• Prompt:
Select all lines holding the word "stream" from the entries that follow.

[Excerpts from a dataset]
+++
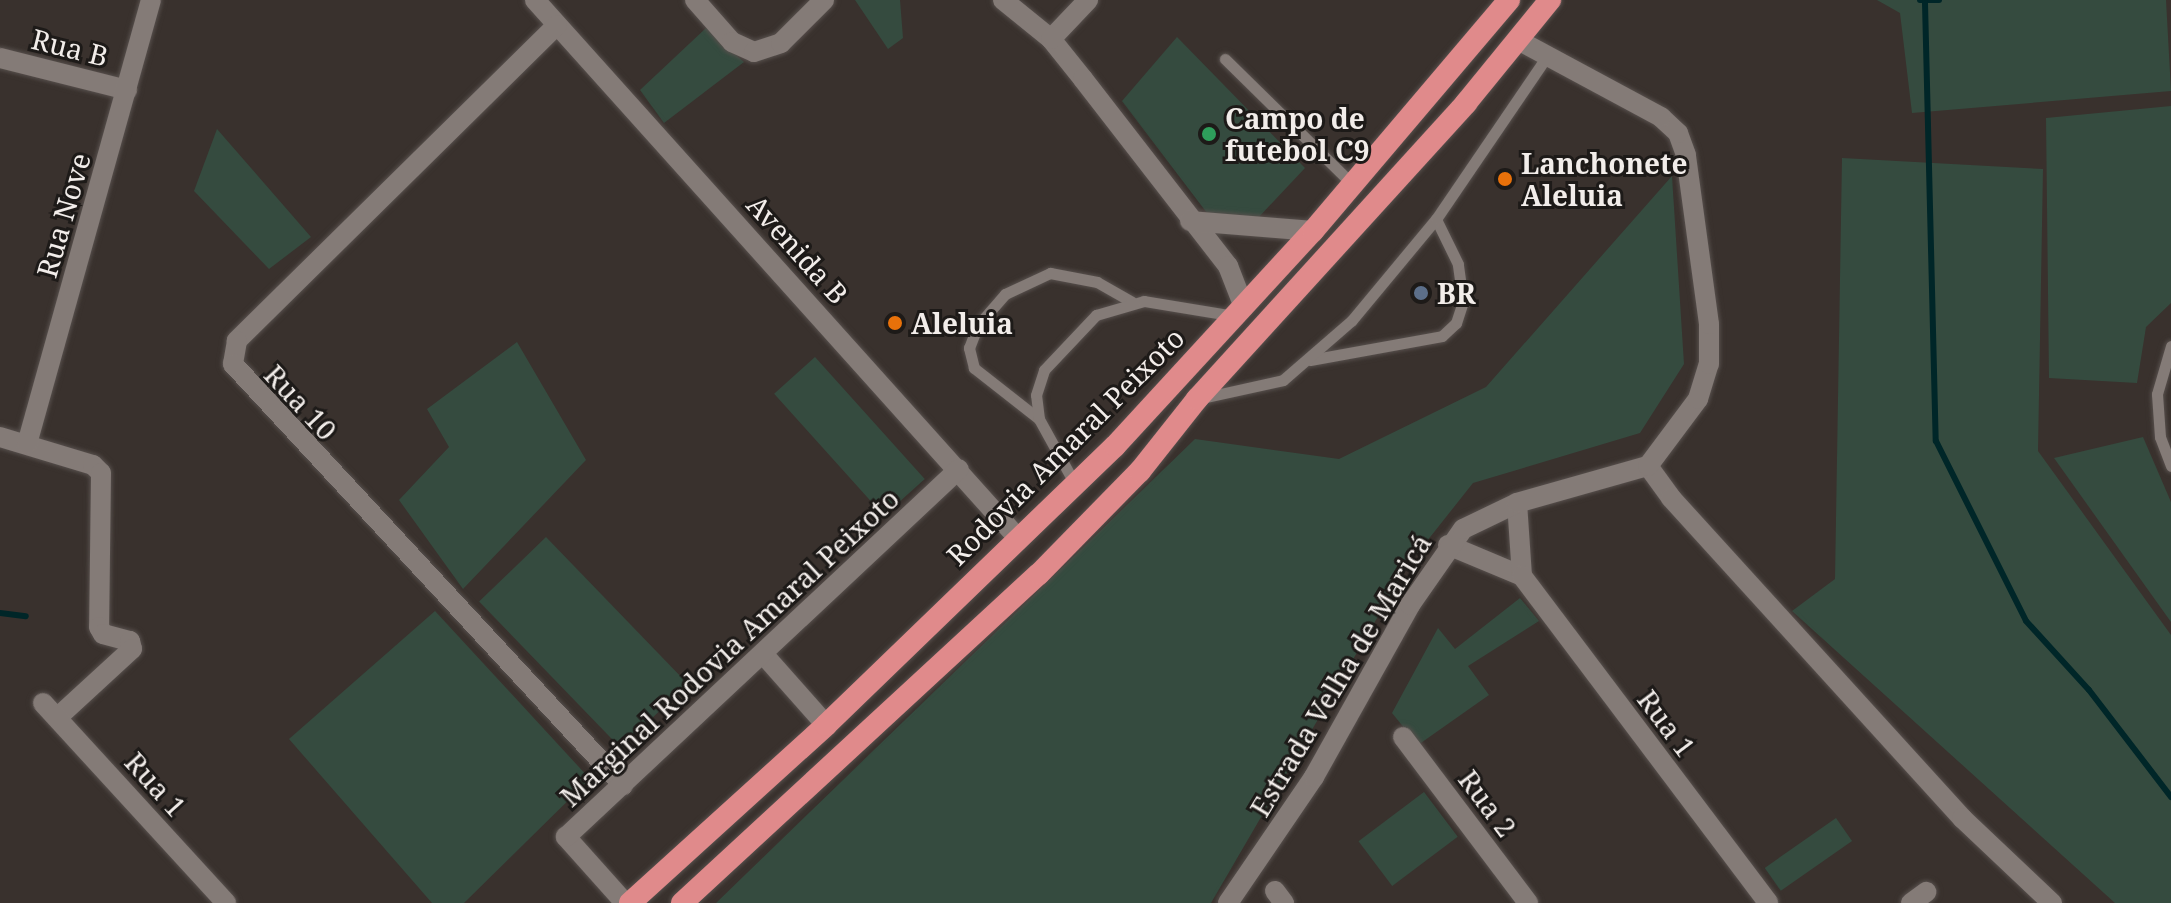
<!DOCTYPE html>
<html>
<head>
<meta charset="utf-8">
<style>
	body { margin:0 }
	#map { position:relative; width:2171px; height:903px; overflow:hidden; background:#39312d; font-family:"Noto Serif",serif }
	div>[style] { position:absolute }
	.green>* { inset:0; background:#354b3f; transform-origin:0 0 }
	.stream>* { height:6px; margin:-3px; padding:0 3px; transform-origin:3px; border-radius:3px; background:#002628 }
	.roads { filter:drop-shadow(0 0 2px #57504d) drop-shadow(0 0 2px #57504d) }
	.service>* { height:11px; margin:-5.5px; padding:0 5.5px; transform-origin:5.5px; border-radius:5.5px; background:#847b77 }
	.minor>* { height:20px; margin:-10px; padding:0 10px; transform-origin:10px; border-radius:10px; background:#847b77 }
	.tertiary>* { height:20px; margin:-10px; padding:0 10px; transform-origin:10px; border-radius:10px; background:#847b77 }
	.trunk>* { height:22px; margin:-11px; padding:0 11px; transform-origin:11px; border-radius:11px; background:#e08a8b }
	.dots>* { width:22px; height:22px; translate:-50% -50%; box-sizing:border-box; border:4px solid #1d1a18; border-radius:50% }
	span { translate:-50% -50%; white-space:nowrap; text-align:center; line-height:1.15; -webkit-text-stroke:6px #1d1a18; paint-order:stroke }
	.street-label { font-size:28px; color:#f2edea }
	.poi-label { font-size:28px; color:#f2edea; font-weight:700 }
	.left { translate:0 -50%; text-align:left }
</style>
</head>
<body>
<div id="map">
	<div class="green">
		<i style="clip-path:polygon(855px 0,900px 0,903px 38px,888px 49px)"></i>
		<i style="clip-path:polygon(1877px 0,2166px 0,2171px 91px,1912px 113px,1900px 13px)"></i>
		<i style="clip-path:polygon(706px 28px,744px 62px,664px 123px,640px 90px)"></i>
		<i style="clip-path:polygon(1177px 37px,1305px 168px,1258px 218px,1207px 213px,1122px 101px)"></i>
		<i style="clip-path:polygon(2171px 106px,2171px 303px,2146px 327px,2137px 383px,2049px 378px,2046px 118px)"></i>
		<i style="clip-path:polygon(217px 129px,311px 237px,269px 269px,194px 191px)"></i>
		<i style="clip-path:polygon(1842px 158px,2043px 169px,2038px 451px,2171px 635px,2171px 903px,2115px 903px,1792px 611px,1835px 579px)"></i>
		<i style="clip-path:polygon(1672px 176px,1684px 364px,1640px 433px,1473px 483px,1408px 565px,1211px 903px,716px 903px,1195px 439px,1339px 459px,1486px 387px)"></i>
		<i style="clip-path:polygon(517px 342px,586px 460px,463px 589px,399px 500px,449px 447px,427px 409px)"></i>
		<i style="left:815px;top:357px;width:164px;height:55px;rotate:48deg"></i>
		<i style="clip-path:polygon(2143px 437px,2171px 502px,2171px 622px,2054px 458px)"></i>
		<i style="left:546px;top:537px;width:204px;height:93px;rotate:46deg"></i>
		<i style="clip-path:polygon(1520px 598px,1539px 621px,1468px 666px,1489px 695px,1418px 745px,1392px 713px,1438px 628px,1455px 649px)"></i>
		<i style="clip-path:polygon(435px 611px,590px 779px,464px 903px,432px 903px,289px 739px)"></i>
		<i style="left:1424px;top:792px;width:56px;height:82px;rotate:53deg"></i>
		<i style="left:1836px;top:818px;width:28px;height:87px;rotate:55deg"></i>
	</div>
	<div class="stream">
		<i style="left:1920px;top:0;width:19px"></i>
		<i style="left:1925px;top:3px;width:438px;rotate:88.6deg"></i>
		<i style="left:1936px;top:441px;width:201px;rotate:63.4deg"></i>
		<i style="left:2026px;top:621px;width:93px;rotate:47.6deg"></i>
		<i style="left:2089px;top:690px;width:135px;rotate:52.5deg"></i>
		<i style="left:0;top:613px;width:26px;rotate:7deg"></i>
	</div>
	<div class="roads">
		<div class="service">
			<i style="left:1225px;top:59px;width:180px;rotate:44.5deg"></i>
			<i style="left:2171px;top:346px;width:50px;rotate:106.3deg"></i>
			<i style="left:2157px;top:394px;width:43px;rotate:86deg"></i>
			<i style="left:2160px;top:437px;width:31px;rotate:69deg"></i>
			<i style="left:1310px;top:360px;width:134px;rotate:-10.3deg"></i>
			<i style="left:1442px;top:336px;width:19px;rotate:-43deg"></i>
			<i style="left:1456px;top:323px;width:23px;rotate:-72deg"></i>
			<i style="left:1463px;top:301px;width:37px;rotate:-98deg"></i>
			<i style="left:1458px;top:264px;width:50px;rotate:-116.1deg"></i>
			<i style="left:1202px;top:398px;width:83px;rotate:-12.5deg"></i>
			<i style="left:1283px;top:380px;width:91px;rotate:-41deg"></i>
			<i style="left:1352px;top:320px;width:131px;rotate:-50.3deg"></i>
			<i style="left:1436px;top:219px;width:197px;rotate:-55.7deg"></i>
			<i style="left:1039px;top:419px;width:83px;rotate:-141.9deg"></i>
			<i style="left:974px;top:368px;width:21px;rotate:-104deg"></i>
			<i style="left:969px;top:348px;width:25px;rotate:-69deg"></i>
			<i style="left:978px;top:325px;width:41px;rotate:-48.9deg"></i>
			<i style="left:1005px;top:294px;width:50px;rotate:-25deg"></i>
			<i style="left:1050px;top:273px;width:48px;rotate:10.8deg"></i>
			<i style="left:1097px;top:282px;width:40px;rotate:29.7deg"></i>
			<i style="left:1076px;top:486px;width:77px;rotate:-118.9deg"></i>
			<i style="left:1039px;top:419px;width:24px;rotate:-97deg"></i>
			<i style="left:1036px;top:395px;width:26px;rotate:-72deg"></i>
			<i style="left:1044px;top:370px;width:76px;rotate:-46.6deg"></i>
			<i style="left:1096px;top:315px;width:50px;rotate:-16.3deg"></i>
			<i style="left:1144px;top:301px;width:92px;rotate:9.4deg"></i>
		</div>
		<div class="minor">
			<i style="left:535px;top:0;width:722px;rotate:48.09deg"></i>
			<i style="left:695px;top:0;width:56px;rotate:48.6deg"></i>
			<i style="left:732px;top:42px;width:24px;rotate:24deg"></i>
			<i style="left:754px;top:52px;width:28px;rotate:-18deg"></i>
			<i style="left:781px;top:43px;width:61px;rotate:-45deg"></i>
			<i style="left:1003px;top:0;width:62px;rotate:39.1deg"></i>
			<i style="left:1051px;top:39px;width:51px;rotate:51.3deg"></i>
			<i style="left:1083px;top:79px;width:237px;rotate:52.2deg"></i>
			<i style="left:1228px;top:266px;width:44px;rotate:68.7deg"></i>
			<i style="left:557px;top:25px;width:450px;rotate:135.4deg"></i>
			<i style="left:237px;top:341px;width:23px;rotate:100deg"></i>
			<i style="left:233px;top:364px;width:574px;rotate:47.19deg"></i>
			<i style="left:1051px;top:39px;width:54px;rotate:-46.5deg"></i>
			<i style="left:0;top:58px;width:131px;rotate:14.1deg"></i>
			<i style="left:1190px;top:221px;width:123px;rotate:4.6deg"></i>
			<i style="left:0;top:437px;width:97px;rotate:16.8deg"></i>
			<i style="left:93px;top:465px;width:11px;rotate:45deg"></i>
			<i style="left:101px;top:473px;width:154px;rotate:90.7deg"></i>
			<i style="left:99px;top:627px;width:8px;rotate:60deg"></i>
			<i style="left:103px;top:634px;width:28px;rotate:15deg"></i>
			<i style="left:130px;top:641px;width:8px;rotate:76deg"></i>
			<i style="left:132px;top:649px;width:100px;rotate:137.4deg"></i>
			<i style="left:27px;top:444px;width:461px;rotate:-74.4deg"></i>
			<i style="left:1648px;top:466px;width:39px;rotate:54deg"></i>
			<i style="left:1671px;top:498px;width:433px;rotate:47.7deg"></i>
			<i style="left:1962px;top:818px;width:124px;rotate:43.4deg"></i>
			<i style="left:1448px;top:545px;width:80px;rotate:22.7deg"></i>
			<i style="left:1522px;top:576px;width:73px;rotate:-93.9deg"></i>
			<i style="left:1522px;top:576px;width:409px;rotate:53deg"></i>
			<i style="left:765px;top:656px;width:92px;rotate:48.5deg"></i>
			<i style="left:43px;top:703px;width:271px;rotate:47.5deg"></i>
			<i style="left:1403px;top:737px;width:208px;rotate:53deg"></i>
			<i style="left:1275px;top:891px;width:15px;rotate:53deg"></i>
			<i style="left:625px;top:903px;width:89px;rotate:-131.8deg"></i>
			<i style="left:566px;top:837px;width:538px;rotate:-43.12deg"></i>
			<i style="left:1911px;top:903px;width:19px;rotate:-36deg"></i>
		</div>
		<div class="tertiary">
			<i style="left:1228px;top:903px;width:153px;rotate:-55.7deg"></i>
			<i style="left:1314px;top:777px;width:197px;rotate:-60.8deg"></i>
			<i style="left:1410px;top:605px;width:93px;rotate:-55.1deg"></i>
			<i style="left:1463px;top:529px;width:60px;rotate:-25.7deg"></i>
			<i style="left:1517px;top:503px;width:136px;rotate:-15.8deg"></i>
			<i style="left:1648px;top:466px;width:84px;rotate:-53.3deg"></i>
			<i style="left:1698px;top:399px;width:37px;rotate:-73deg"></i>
			<i style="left:1709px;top:364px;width:40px;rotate:-90deg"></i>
			<i style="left:1709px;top:324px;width:171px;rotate:-97.8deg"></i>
			<i style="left:1686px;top:155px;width:23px;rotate:-110deg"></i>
			<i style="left:1678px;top:133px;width:23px;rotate:-137deg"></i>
			<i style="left:1661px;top:117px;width:162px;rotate:-151.7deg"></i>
		</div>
		<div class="trunk">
			<i style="left:630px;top:903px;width:265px;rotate:-42.2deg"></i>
			<i style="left:826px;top:725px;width:402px;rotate:-44deg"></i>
			<i style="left:1115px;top:446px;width:292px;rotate:-47.4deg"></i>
			<i style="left:1313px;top:231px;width:303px;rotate:-49.7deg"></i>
			<i style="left:682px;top:903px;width:485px;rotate:-42.7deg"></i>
			<i style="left:1039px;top:574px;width:144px;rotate:-45.6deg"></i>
			<i style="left:1140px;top:471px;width:92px;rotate:-51.6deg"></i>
			<i style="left:1197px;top:399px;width:400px;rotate:-47.7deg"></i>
			<i style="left:1466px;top:103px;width:133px;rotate:-50.8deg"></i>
		</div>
	</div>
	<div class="dots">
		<i style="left:1209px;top:134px;background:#2e9e5b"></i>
		<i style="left:1505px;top:179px;background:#e8710a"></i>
		<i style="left:1421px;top:293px;background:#5c6f8a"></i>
		<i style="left:895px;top:323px;background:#e8710a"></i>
	</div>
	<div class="street-label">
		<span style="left:70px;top:47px;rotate:14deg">Rua B</span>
		<span style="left:63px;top:215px;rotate:-74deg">Rua Nove</span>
		<span style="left:798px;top:249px;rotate:48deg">Avenida B</span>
		<span style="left:301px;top:402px;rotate:47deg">Rua 10</span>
		<span style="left:1065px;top:446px;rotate:-45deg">Rodovia Amaral Peixoto</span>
		<span style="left:729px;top:647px;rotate:-43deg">Marginal Rodovia Amaral Peixoto</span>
		<span style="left:1340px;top:675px;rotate:-59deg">Estrada Velha de Maricá</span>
		<span style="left:1667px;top:723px;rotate:53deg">Rua 1</span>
		<span style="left:156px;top:784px;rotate:48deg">Rua 1</span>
		<span style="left:1488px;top:803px;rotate:53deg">Rua 2</span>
	</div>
	<div class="poi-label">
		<span class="left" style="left:1225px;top:134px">Campo de<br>futebol C9</span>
		<span class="left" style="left:1521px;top:179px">Lanchonete<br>Aleluia</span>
		<span class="left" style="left:1437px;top:293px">BR</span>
		<span class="left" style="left:911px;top:323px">Aleluia</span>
	</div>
</div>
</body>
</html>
+++
• Task output:
	.stream>* { height:6px; margin:-3px; padding:0 3px; transform-origin:3px; border-radius:3px; background:#002628 }
	<div class="stream">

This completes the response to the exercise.